Given entries:
►
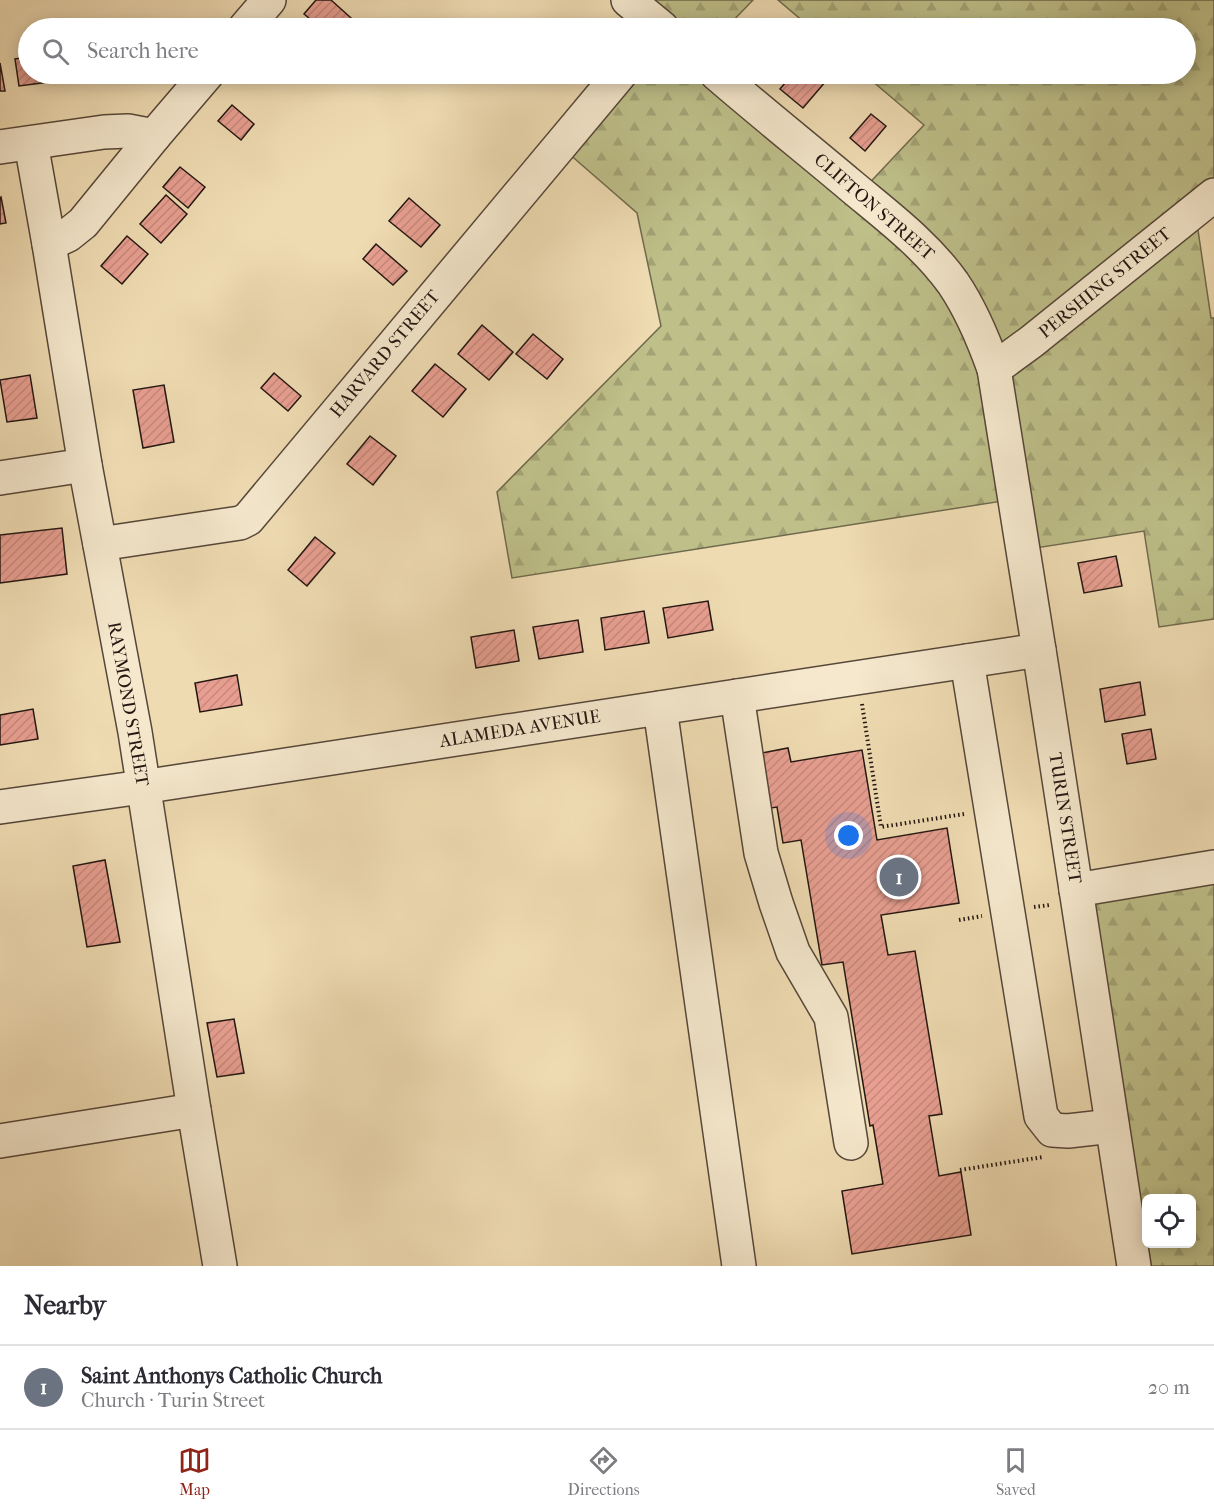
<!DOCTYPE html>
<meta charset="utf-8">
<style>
:root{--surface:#fff;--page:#f7f7f7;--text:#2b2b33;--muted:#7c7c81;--line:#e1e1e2;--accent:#8f2418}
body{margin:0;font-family:"IM FELL French Canon",serif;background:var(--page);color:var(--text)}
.controls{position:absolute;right:18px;bottom:18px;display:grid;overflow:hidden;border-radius:9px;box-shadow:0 3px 15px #0003}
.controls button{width:54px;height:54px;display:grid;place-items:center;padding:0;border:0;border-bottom:2px solid var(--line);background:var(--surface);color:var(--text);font:30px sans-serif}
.you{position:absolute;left:849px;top:836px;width:21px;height:21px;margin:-15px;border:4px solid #fff;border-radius:50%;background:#1a73e8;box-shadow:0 0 0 9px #1a73e833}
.badge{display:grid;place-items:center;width:39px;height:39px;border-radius:50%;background:var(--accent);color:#fff;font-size:20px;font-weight:700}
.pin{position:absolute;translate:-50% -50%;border:3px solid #fff;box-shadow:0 2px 6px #0006}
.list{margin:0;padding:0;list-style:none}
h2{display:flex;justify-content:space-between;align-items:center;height:78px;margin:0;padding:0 24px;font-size:26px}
h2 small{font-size:20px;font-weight:400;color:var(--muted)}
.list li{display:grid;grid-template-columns:39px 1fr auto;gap:18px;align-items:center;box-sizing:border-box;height:84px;padding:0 24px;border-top:2px solid var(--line)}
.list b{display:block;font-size:22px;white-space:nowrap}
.list p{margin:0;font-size:20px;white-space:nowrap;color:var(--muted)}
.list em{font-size:20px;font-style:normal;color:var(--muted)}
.icon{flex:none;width:33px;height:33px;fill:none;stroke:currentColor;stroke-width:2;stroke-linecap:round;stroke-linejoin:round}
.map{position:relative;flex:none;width:1214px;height:1266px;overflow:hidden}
.search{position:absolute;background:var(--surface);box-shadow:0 3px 15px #0003;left:18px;right:18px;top:18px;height:66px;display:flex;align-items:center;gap:15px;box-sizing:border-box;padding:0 21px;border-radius:33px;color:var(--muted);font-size:22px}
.sheet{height:162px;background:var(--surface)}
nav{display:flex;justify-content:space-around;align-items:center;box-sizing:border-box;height:84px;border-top:2px solid var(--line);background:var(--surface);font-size:16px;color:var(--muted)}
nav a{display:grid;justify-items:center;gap:3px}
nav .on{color:var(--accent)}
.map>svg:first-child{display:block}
</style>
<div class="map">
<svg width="1214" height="1266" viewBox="0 0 1214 1266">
<defs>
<pattern id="forest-firs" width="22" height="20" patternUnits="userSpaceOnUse" patternTransform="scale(1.5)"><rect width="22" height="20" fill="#bebf89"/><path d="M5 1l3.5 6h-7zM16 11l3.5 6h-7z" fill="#a3a375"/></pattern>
<pattern id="building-hatch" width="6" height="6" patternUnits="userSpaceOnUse" patternTransform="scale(1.5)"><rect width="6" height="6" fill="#e89f91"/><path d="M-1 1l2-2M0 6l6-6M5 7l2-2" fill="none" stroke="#c7887c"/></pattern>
</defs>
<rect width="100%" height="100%" fill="#efdbb2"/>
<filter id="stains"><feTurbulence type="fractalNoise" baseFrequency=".00333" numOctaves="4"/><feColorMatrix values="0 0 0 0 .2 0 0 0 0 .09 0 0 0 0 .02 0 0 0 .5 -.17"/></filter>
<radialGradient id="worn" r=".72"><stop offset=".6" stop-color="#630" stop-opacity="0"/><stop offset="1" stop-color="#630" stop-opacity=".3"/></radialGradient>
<g fill="url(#forest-firs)" stroke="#706a4d" stroke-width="1.5" fill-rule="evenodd">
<polygon points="628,0 753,0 726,28 657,28"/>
<polygon points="778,0 1214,0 1214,195 1195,210 1211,318 1214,318 1214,619 1159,627 1144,531 1023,550 1015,499 512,578 497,492 661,326 637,213 560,146 620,74 718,74 860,193 924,125 864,74 1186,74 1186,28 811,28"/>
<path d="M1214,867V1266H1134L1076,890ZM1146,1198H1192V1244H1146Z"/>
</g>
<g fill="url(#building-hatch)" stroke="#231611" stroke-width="1.5">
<polygon points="316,0 331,0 361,27 360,28 321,28 304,14"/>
<polygon points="28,57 28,74 56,74 57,81 19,86 15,59"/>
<polygon points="0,63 5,91 0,91"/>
<polygon points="793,74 832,74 803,108 780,89"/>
<polygon points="232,105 254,124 241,140 218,121"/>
<polygon points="871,114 886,126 865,151 850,138"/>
<polygon points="180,167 205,187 188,208 163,187"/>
<polygon points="166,195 187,214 161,243 140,224"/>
<polygon points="1,197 6,223 0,224 0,198"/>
<polygon points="409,198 440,225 421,247 389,221"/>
<polygon points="127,236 148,254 122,284 101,266"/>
<polygon points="376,244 407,271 393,285 363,259"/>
<polygon points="482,325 513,352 489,380 458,354"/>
<polygon points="533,334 563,359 547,379 516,354"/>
<polygon points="435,364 466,389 443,417 412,391"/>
<polygon points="274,373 301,396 288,411 261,388"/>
<polygon points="30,375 37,418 7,422 0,380"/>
<polygon points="164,385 174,442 143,448 133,390"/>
<polygon points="370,436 396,456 373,485 347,464"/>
<polygon points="62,528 67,574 0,583 0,535"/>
<polygon points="315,537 335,553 307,586 288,570"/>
<polygon points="1116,556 1122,586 1084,593 1078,563"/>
<polygon points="708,601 713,630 668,638 663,608"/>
<polygon points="644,611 649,643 605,650 601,618"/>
<polygon points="578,620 583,652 539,659 533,627"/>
<polygon points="514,630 519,661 476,668 471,637"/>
<polygon points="237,675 242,705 200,712 195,683"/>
<polygon points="1140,682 1145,715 1105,722 1100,689"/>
<polygon points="33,709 38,739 0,745 0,715"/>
<polygon points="1151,729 1156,759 1127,764 1122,734"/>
<polygon points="788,748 791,762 862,750 877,840 947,828 959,903 881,915 888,955 915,951 942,1114 929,1116 939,1176 961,1172 971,1235 852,1254 842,1191 883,1184 873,1125 870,1126 843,962 822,965 801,840 783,843 777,807 771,808 762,753"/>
<polygon points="105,860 120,942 87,947 73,866"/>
<polygon points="234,1019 244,1073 217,1077 207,1023"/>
</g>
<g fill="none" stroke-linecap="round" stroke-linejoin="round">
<defs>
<g id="minor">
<polyline points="628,0 662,28"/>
<polyline points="245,28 269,0"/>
<path d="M717,74C761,112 806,148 850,185C887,216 925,244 953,283C970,308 984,341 994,369L1043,675L1134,1266"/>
<polyline points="31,143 49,244 85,465 135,732 194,1110 220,1266"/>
<polyline points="0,147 104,132 128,131 154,136 207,74"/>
<polyline points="49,244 68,235 83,223 154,136"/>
<polyline points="994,369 1031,342 1214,195"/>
<polyline points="0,478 85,465"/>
<polyline points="100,544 240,523 248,519 620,74"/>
<polyline points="967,661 1041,1116 1052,1130 1068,1131 1112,1126"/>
<polyline points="737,696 761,853 776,903 793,952 831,1017 851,1143"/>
<polyline points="660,708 739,1266"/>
<polyline points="0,807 142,787 1039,650"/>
<polyline points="1076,890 1214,867"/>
<polyline points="0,1141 194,1110"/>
</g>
</defs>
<use href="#minor" stroke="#564739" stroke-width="36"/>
<g stroke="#231611" stroke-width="4" stroke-dasharray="1.5 3" stroke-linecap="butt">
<polyline points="862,704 881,827 964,814"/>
<polyline points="1034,907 1050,905"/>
<polyline points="959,920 982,916"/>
<polyline points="960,1170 1043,1157"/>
</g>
<use href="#minor" stroke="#f5e8cd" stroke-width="33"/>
</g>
<g text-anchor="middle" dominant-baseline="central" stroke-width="6" stroke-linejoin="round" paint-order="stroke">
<g font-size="18" fill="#231611" stroke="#f5e8cd">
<text transform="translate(874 207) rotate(41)">CLIFTON STREET</text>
<text transform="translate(1105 283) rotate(-39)">PERSHING STREET</text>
<text transform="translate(385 354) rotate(-50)">HARVARD STREET</text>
<text transform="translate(128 704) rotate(80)">RAYMOND STREET</text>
<text transform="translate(520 729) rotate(-9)">ALAMEDA AVENUE</text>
<text transform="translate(1065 818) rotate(81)">TURIN STREET</text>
</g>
</g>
<rect width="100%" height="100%" filter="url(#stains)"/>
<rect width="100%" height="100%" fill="url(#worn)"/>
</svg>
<div class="controls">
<button><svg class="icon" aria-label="locate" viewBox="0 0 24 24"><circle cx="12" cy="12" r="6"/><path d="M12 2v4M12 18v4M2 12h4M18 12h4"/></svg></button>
</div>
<div class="you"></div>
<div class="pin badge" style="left:899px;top:877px;background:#6b7280">1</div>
<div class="search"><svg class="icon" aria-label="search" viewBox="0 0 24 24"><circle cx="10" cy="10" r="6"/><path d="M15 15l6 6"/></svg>Search here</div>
</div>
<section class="sheet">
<h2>Nearby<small></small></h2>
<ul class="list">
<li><span class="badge" style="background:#6b7280">1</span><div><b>Saint Anthonys Catholic Church</b><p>Church · Turin Street</p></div><em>20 m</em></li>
</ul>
</section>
<nav>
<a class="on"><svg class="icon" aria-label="map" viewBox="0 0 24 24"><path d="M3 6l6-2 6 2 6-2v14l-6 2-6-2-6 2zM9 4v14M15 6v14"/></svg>Map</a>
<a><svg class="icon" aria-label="directions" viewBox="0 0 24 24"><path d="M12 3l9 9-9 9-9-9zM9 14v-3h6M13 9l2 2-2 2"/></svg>Directions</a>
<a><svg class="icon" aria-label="saved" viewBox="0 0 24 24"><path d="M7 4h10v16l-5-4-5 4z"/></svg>Saved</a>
</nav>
◄
What is expected:
Report the number of lines in the entries where the word "controls" occurs, and add nothing else.

Exercise result:
3